Your assignment: Lines before the one containing "Give me a JSON" are left out; return that line and all lines after it, exactly, through the end of the records below.
*** Opening Exercise data ***
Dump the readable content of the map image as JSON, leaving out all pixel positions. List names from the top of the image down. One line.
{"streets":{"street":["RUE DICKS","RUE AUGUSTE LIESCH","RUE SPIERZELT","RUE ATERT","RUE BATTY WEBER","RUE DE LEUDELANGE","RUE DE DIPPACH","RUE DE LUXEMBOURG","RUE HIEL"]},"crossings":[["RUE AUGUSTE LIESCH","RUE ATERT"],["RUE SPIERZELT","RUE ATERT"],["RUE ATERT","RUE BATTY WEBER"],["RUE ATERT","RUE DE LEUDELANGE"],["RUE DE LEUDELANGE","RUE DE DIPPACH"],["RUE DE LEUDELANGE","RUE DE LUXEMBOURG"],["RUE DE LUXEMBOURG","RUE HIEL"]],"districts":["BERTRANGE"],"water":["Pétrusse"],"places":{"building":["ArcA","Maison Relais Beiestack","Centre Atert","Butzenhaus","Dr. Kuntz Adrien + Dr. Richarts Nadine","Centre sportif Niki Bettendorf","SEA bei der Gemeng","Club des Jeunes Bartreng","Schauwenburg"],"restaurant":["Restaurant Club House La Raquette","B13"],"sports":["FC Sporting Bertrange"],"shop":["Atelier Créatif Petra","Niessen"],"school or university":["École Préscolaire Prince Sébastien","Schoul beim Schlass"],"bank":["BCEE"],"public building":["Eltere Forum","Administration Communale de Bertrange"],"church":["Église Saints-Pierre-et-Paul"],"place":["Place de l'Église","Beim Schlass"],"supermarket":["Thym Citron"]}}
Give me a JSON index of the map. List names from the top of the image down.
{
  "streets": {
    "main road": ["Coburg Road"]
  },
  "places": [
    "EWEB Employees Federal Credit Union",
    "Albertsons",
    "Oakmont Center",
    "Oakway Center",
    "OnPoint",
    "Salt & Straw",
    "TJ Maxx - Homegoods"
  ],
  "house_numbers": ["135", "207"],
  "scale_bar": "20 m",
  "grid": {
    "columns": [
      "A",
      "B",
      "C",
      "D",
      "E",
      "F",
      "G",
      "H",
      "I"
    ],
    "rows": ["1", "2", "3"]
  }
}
*** Closing Exercise data ***
Answer to the exercise:
Give me a JSON index of the map. List names from the top of the image down.
{
  "streets": {
    "main road": ["Coburg Road"]
  },
  "places": [
    "EWEB Employees Federal Credit Union",
    "Albertsons",
    "Oakmont Center",
    "Oakway Center",
    "OnPoint",
    "Salt & Straw",
    "TJ Maxx - Homegoods"
  ],
  "house_numbers": ["135", "207"],
  "scale_bar": "20 m",
  "grid": {
    "columns": [
      "A",
      "B",
      "C",
      "D",
      "E",
      "F",
      "G",
      "H",
      "I"
    ],
    "rows": ["1", "2", "3"]
  }
}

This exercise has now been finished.